It has been known that in order to provide an effective spray apparatus for materials with a high particulate content, it is necessary to provide means for maintaining a continuous circulation of the particulate-laden liquid both during the periods when the liquid is being sprayed and during intermediate periods when the spray is interrupted. A continuous circulation of liquid serves to maintain the particulate material in suspension within the carrier liquid.
Conventional valving arrangements have proven to be unsatisfactory for fluent materials in which the particulate material is highly abrasive.
Merely circulating particulate material in a suspension with a carrier liquid, is not, by itself, an answer to all of the problems encountered in spraying high particulate content fluent material. Large particulate material and solutions having particulate material with a wide range of particle size, such as fibers and other aggregate suspensions, not only plug orifices that are the same size or slightly larger than the large particulates, but these larger particulates also agglomerate in large openings impeding or actually blocking the opening, making it difficult, if not impossible, to use these fluent materials in a spray apparatus.
Another difficulty encountered with large particulate materials in suspension arises because the larger particulates tend to pack in, or agglomerate, in valve seats and other openings in a spray apparatus so that the opening or closing of apertures or valves becomes inefficient or even impossible after a short period of use.
In some instances, even where an effective spray apparatus has been provided which permits the continuous recirculation of fluent materials in order to maintain particulate material in suspension within the carrier liquid, that feature is not necessary for some solutions or suspensions, such as paint and the like which do not contain a significant quantity of particulate material. Continuous recirculation in these cases is inefficient, using substantially more energy and equipment, and subjects the spray apparatus to additional sources of leakage.
Accordingly, it would be of great advantage to the art if a spray apparatus could be convertible between a continuous recirculation device, which maintains particulate material in suspension within the carrier liquid and, in its alternative embodiment, a spray apparatus which provides for direct passage of the fluent material through the apparatus without recirculation.

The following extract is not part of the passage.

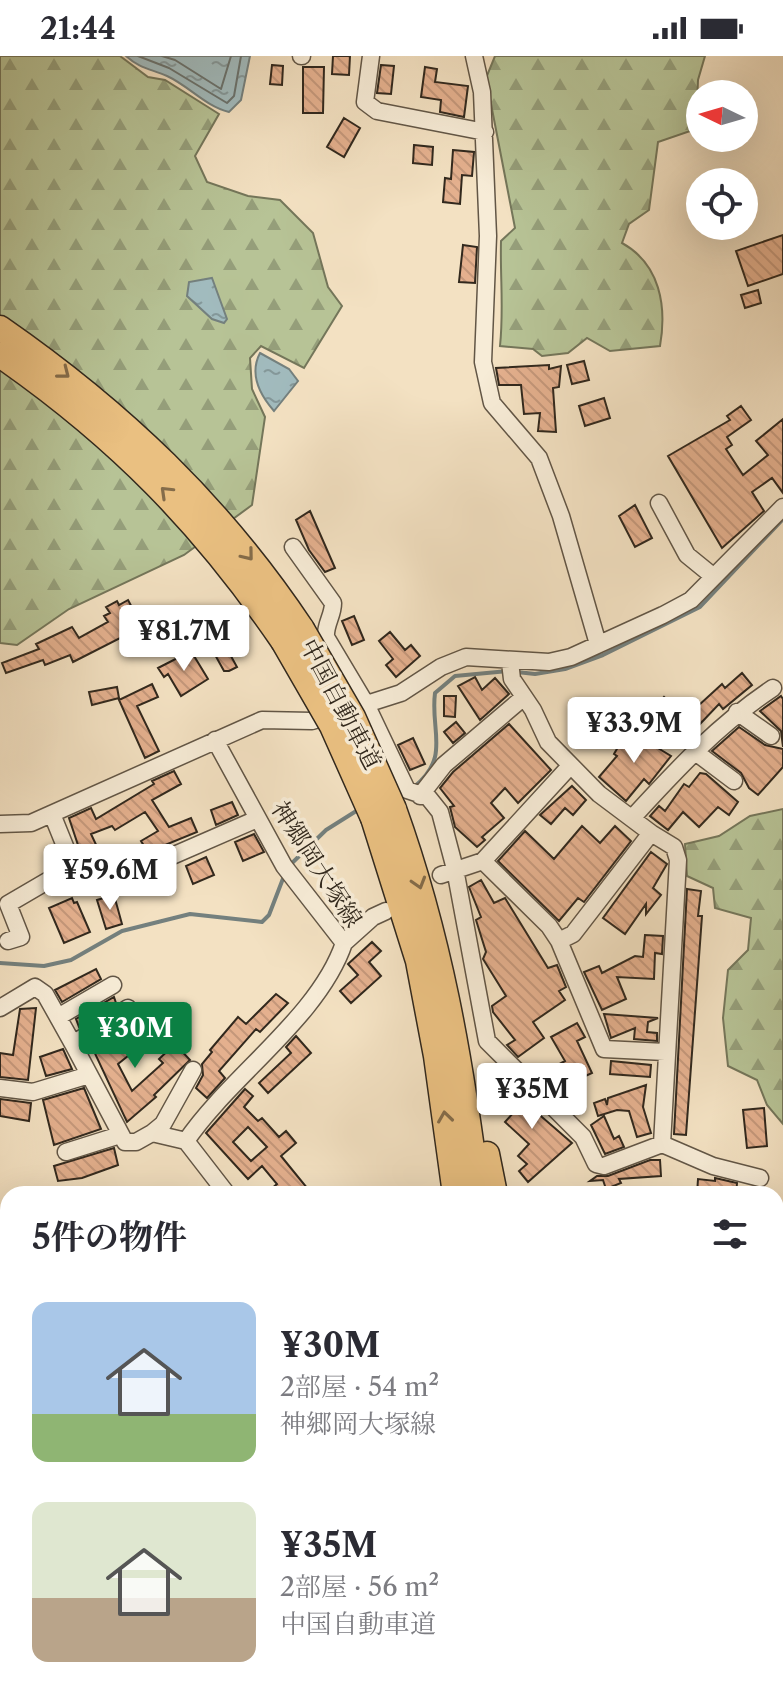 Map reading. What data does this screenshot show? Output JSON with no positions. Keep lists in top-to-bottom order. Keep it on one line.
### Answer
{"streets":{"highway":["中国自動車道"],"street":["神郷岡大塚線"]},"north":"left","page":{"status":"21:44","price":["¥81.7M","¥33.9M","¥59.6M","¥30M","¥35M"],"heading":"5件の物件","list":[{"name":"¥30M","note":"2部屋 · 54 m² · 神郷岡大塚線"},{"name":"¥35M","note":"2部屋 · 56 m² · 中国自動車道"}]}}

The size of existing spray apparatus, and particularly existing spray guns, has been found to be a limitation as even larger particulate material is used in the particulate laden carrier liquid. The large sized particulate material has been found to require orifices or openings which are too large for conventional spray guns. It would be a great advance in the art if a valving arrangement could be provided which would permit the use of conventional sized spray guns while accommodating larger particulate material in suspension within the carrier liquid.